# Home TV lost channels



## jiwawa (Jun 22, 2007)

I came back from 3 months away and my TV has gone on strike.

When I first turned it on it was as if the signal/pics had all leached away back down the cable - the pic was all broken up - and all of channels 1-6 were missing. 

The picture slowly sorted itself out but I've only managed to get channels 1 and 2 (then 7 and others after but I never go there).

I've re-installed the channels many times, I've updated the software, re-inserted the aeriel but nothing is getting me Jon Snow on channel 4 and I'm gettting withdrawal symtoms!:frown2: I don't have TV in the van so I go 3 months without him and don't miss it. 

I think the apartments I'm in were originally wired with virgin (ntl) cable but I don't have any kind of cable subscription. But I was able to get channels 1-7 before I went away.

Anybody know what might have gone wrong?

Thanks.


----------



## Mrplodd (Mar 4, 2008)

Get hold of another TV and try it on your aerial connection. That will tell you if it's your TV or your aerial.

Then you will know where the fault lies. 

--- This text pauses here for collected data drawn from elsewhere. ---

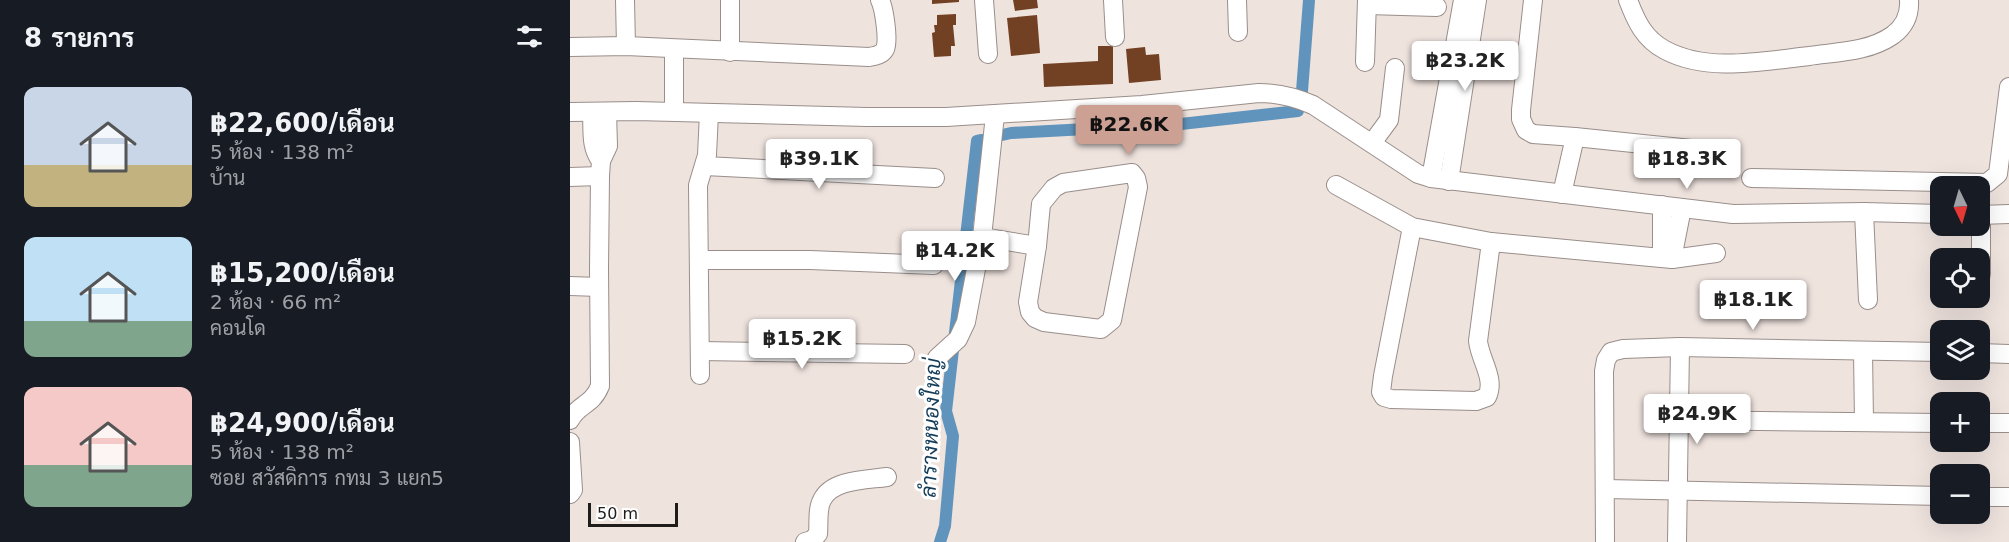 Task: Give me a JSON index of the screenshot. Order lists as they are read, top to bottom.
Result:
{
  "water": ["ลำรางหนองใหญ่"],
  "scale_bar": "50 m",
  "north": "bottom",
  "page": {
    "heading": "8 รายการ",
    "price": [
      "฿23.2K",
      "฿22.6K",
      "฿39.1K",
      "฿18.3K",
      "฿14.2K",
      "฿18.1K",
      "฿15.2K",
      "฿24.9K"
    ],
    "list": [
      {
        "name": "฿22,600/เดือน",
        "note": "5 ห้อง · 138 m² · บ้าน"
      },
      {
        "name": "฿15,200/เดือน",
        "note": "2 ห้อง · 66 m² · คอนโด"
      },
      {
        "name": "฿24,900/เดือน",
        "note": "5 ห้อง · 138 m² · ซอย สวัสดิการ กทม 3 แยก5"
      }
    ],
    "map_buttons": ["+", "−"],
    "scale": "50 m"
  }
} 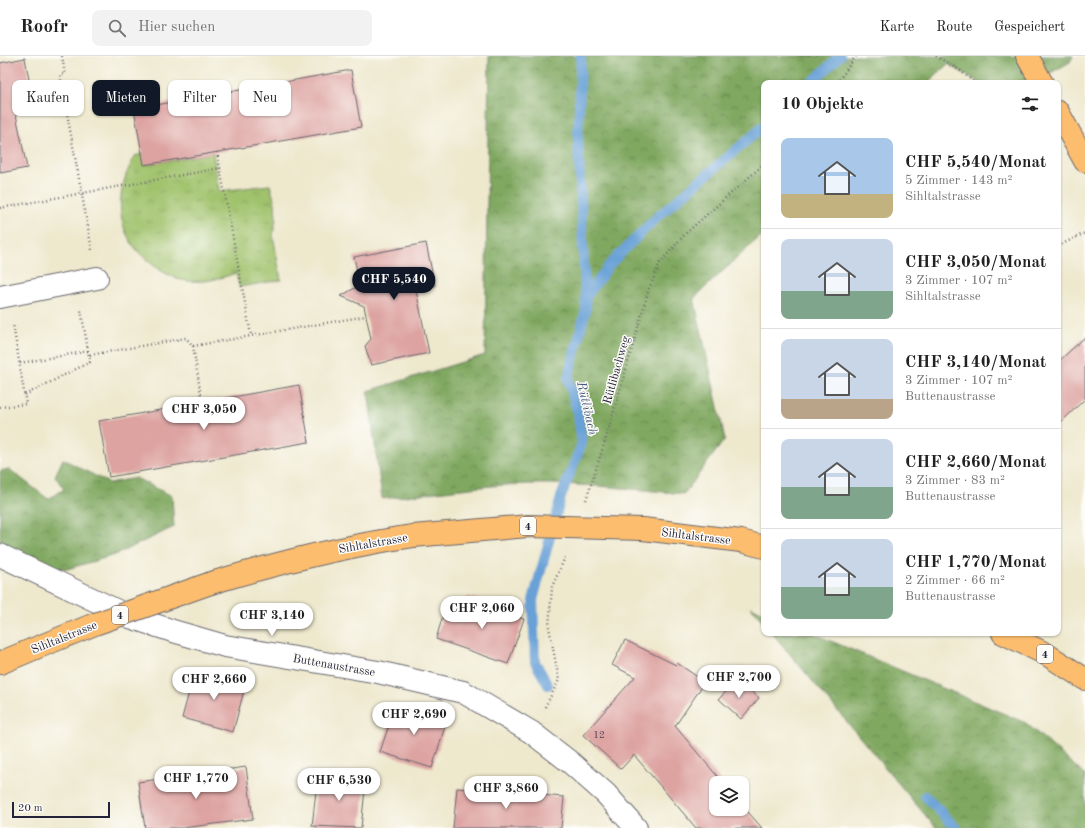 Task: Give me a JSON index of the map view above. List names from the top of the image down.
{
  "streets": {
    "main road": ["4", "Sihltalstrasse"],
    "street": ["Buttenaustrasse"],
    "path": ["Rütlibachweg"]
  },
  "water": ["Rütlibach"],
  "house_numbers": ["12"],
  "scale_bar": "20 m",
  "page": {
    "header": "Roofr",
    "search": "Hier suchen",
    "nav": ["Karte", "Route", "Gespeichert"],
    "chip": [
      "Kaufen",
      "Mieten",
      "Filter",
      "Neu"
    ],
    "heading": "10 Objekte",
    "list": [
      {
        "name": "CHF 5,540/Monat",
        "note": "5 Zimmer · 143 m² · Sihltalstrasse"
      },
      {
        "name": "CHF 3,050/Monat",
        "note": "3 Zimmer · 107 m² · Sihltalstrasse"
      },
      {
        "name": "CHF 3,140/Monat",
        "note": "3 Zimmer · 107 m² · Buttenaustrasse"
      },
      {
        "name": "CHF 2,660/Monat",
        "note": "3 Zimmer · 83 m² · Buttenaustrasse"
      },
      {
        "name": "CHF 1,770/Monat",
        "note": "2 Zimmer · 66 m² · Buttenaustrasse"
      }
    ],
    "price": [
      "CHF 5,540",
      "CHF 3,050",
      "CHF 2,060",
      "CHF 3,140",
      "CHF 2,700",
      "CHF 2,660",
      "CHF 2,690",
      "CHF 1,770",
      "CHF 6,530",
      "CHF 3,860"
    ],
    "scale": "20 m"
  }
} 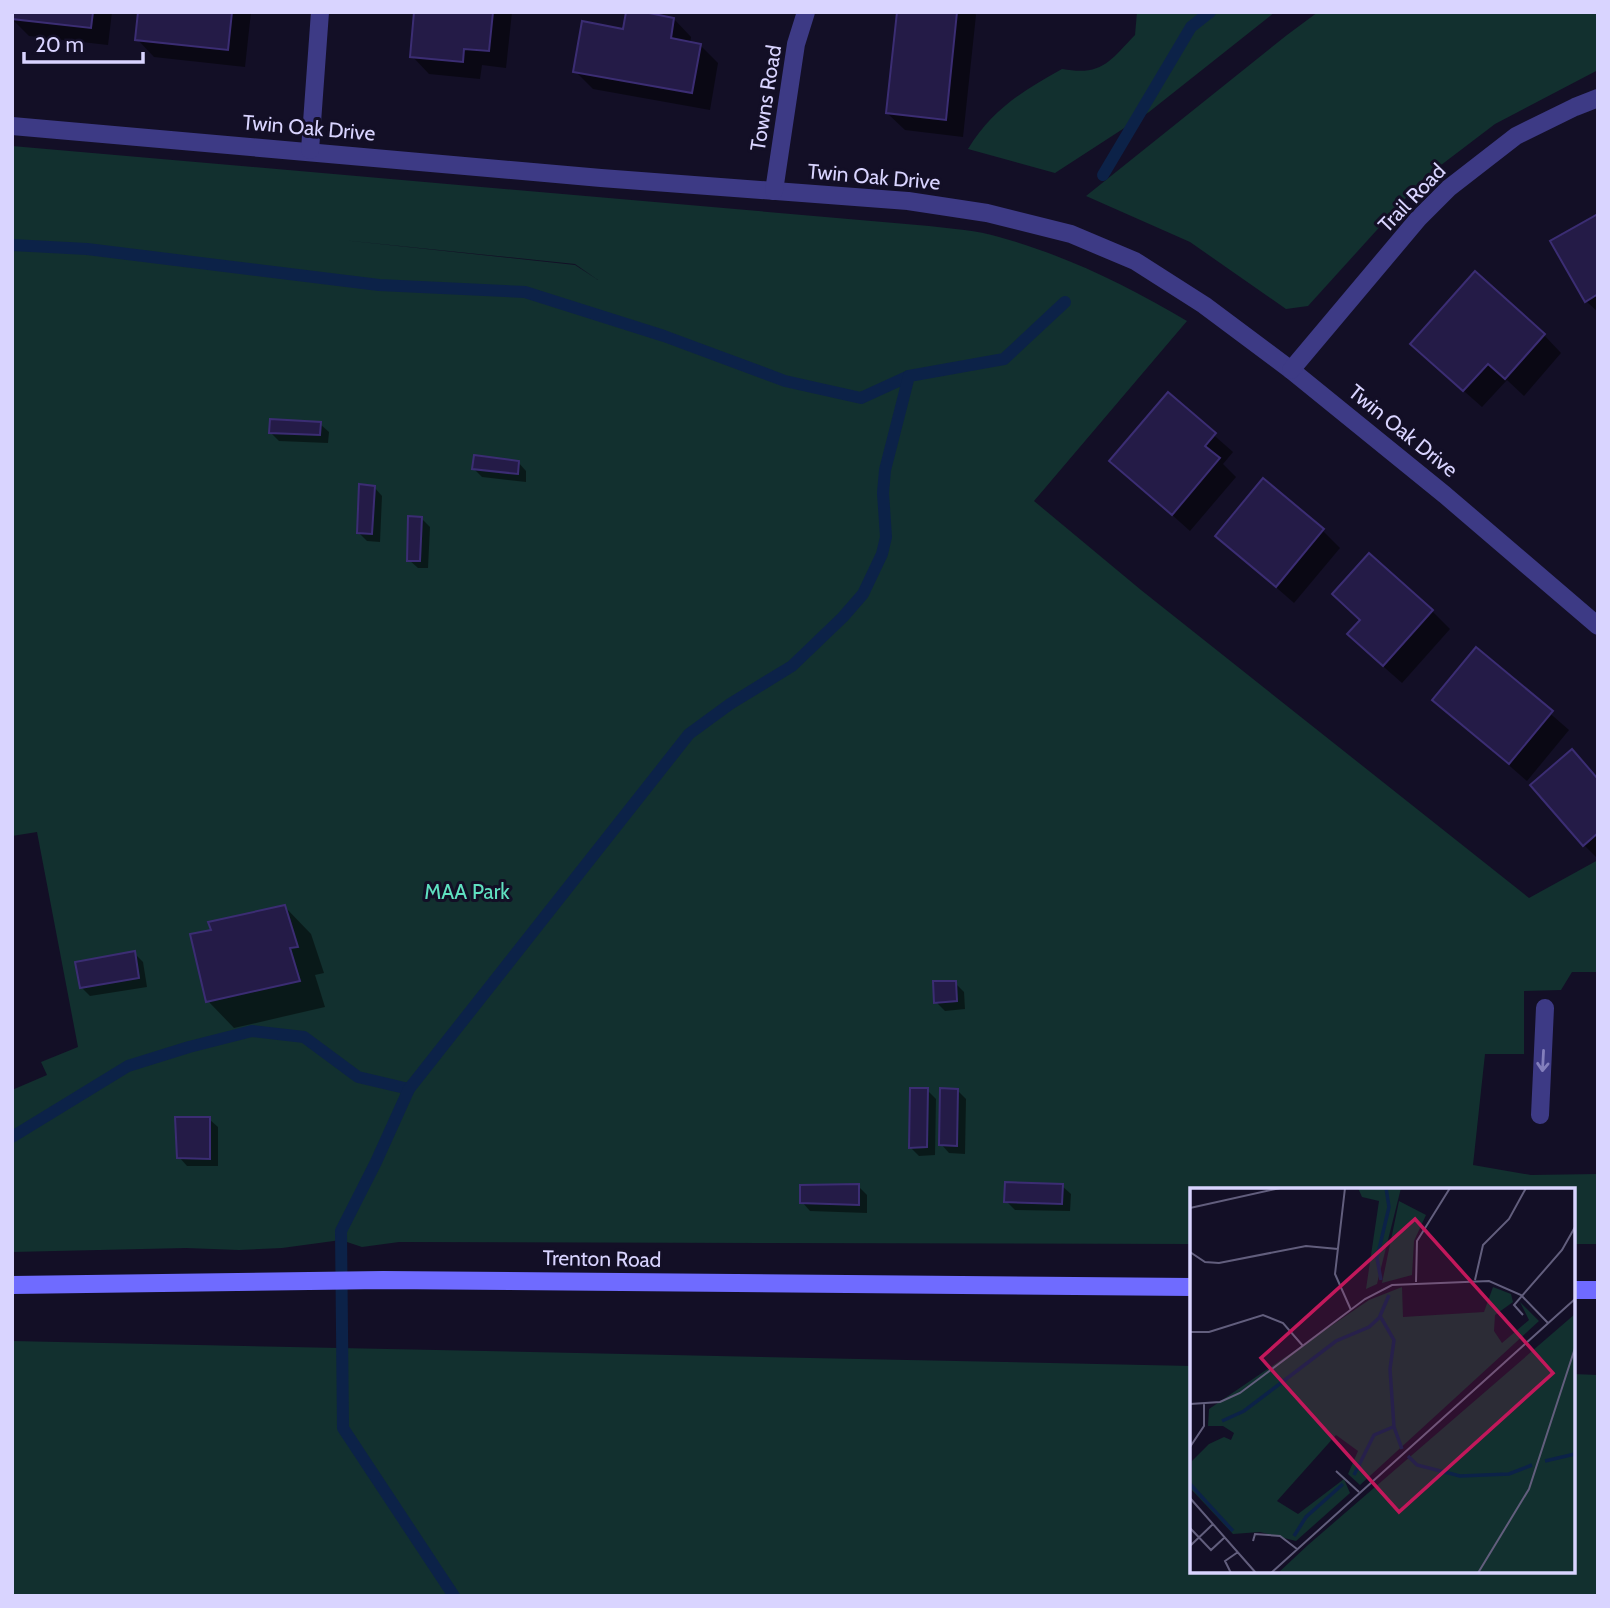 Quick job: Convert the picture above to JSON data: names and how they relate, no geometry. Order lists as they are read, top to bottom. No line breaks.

If the aerial is co-axe check that the plug that fits into your TV is secure and that the outer shielding isn't touching the central wire core. 

Andy

P.S. Is this Freeview or Freesat??


----------



## jiwawa (Jun 22, 2007)

Thanks Andy.

I discovered when I finally removed the ntl box (months ago) that the TV actually had Freeview channels.

I don't know what Freesat is, sorry.

Not sure where I'll find another TV - my son's is the size of a house!!

Will check the other tomorrow.


----------



## Mrplodd (Mar 4, 2008)

Sounds like a weak signal issue, if you have an external aerial has it been blown out of alignment perhaps??

You need to go about this in a logical sequence, first is to either try another tv, or try your tv on an aerial feed you know is good (neighbours perhaps?)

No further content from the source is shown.